Blake Hranac: Municipal Energy Manager of 2022
In 2023, Blake Hranac began a new full-time position as Facilities & Energy Manager for the Town of Taber. For the previous two years, he had been Municipal Energy Manager, a position funded in part by the Government of Alberta.
In this capacity, he helped the Town of Taber develop an energy management plan and supported significant projects. For example, Blake helped bring thirteen electric vehicle charging stations to Taber and supported the Aquafun Centre’s combined heat and power (CHP) half million dollar installation. He also made LED and smart thermostat upgrades in several facilities, enrolled Taber in the Demand Response Program, and helped procure an electric ice resurfacer.

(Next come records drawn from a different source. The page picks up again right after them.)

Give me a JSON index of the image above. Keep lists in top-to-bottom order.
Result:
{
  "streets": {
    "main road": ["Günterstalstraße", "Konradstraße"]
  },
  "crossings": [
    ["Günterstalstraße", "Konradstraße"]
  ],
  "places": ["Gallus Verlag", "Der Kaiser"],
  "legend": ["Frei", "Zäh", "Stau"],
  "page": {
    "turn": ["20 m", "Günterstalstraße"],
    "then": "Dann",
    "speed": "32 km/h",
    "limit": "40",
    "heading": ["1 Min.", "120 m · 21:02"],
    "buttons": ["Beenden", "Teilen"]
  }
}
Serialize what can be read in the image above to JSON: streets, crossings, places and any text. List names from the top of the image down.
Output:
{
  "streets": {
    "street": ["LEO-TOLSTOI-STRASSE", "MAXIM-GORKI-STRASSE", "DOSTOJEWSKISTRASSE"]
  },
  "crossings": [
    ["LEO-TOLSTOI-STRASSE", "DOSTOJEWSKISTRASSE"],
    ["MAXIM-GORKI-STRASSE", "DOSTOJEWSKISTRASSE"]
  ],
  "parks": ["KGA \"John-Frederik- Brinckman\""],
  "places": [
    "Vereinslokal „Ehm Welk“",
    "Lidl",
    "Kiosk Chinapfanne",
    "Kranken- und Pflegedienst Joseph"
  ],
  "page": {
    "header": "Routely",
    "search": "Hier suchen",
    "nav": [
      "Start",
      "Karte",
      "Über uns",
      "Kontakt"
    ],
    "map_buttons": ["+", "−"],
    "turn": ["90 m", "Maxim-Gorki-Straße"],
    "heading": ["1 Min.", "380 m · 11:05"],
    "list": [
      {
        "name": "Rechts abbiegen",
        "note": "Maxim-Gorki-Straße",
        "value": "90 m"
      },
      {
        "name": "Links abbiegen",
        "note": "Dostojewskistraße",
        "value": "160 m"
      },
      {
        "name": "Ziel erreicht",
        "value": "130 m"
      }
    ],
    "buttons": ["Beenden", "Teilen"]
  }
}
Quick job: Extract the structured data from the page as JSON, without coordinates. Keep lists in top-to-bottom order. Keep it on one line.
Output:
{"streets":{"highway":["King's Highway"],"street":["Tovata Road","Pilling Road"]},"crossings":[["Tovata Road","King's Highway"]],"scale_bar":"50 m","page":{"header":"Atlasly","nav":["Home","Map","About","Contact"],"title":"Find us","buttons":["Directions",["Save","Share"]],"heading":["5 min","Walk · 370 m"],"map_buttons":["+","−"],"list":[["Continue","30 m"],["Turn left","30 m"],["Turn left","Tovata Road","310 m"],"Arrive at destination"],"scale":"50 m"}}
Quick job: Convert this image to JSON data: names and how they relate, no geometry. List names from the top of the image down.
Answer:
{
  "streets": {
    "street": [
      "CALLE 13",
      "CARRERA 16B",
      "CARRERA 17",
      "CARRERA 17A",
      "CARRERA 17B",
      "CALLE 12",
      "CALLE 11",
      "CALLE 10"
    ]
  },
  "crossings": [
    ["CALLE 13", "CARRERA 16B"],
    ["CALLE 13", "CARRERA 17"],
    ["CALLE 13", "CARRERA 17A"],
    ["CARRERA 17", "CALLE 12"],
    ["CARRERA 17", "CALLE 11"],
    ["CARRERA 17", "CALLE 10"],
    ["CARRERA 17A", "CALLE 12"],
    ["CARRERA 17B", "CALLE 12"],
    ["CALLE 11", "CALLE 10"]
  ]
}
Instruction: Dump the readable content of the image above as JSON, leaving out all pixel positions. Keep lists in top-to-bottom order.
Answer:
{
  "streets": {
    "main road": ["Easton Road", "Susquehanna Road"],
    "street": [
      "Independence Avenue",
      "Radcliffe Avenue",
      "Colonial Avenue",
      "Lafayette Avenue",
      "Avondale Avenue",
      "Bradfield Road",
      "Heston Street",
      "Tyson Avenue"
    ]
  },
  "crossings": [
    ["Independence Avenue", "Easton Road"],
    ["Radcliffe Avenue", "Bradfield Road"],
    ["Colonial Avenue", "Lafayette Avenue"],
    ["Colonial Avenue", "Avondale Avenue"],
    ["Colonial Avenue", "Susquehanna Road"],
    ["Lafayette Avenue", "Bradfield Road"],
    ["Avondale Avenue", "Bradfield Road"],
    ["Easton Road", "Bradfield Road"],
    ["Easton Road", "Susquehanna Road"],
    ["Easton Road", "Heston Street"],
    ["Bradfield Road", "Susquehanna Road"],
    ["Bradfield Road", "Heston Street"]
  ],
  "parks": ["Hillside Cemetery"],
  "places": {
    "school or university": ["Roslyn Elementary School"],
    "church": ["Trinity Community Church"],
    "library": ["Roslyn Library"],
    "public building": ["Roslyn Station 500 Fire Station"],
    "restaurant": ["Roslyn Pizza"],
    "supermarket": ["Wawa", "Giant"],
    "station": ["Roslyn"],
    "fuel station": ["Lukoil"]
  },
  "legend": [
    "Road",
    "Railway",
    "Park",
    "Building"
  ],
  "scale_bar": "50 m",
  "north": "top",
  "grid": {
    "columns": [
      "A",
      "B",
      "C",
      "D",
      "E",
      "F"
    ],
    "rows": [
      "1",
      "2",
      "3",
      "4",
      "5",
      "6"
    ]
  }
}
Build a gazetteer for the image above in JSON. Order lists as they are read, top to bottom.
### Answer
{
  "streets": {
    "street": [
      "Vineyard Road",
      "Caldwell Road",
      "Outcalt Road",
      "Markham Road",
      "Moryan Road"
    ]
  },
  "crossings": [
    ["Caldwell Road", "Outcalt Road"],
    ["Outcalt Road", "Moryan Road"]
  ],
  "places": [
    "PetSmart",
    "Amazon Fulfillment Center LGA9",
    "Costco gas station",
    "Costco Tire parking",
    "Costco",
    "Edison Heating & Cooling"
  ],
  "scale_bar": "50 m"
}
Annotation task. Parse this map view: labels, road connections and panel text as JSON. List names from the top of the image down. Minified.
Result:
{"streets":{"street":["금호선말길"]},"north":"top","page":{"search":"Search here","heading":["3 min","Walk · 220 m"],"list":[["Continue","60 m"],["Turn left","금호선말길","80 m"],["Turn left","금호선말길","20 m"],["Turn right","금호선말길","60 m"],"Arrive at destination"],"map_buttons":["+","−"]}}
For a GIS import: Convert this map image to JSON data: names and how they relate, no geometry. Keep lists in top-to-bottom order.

We interviewed Blake shortly before he started his permanent position with the Town of Taber, after he was awarded Municipal Energy Manager of the Year by the Municipal Climate Change Action Centre.
What drew you to this role?
I previously worked for the Town of Taber as the engineering technologist and I basically was approached by the Director of Engineering and Public Works to jump into this role. I really enjoy working for the municipality, so, for me, it was “how can I continue to help”?
There was already quite a big list of things to look into when I started. We have a bunch of aging buildings, I want to say close to 40 in our portfolio. There was a need to look at some of these facilities a little bit closer and see what we can do there for energy savings.
What are you most proud of having accomplished so far?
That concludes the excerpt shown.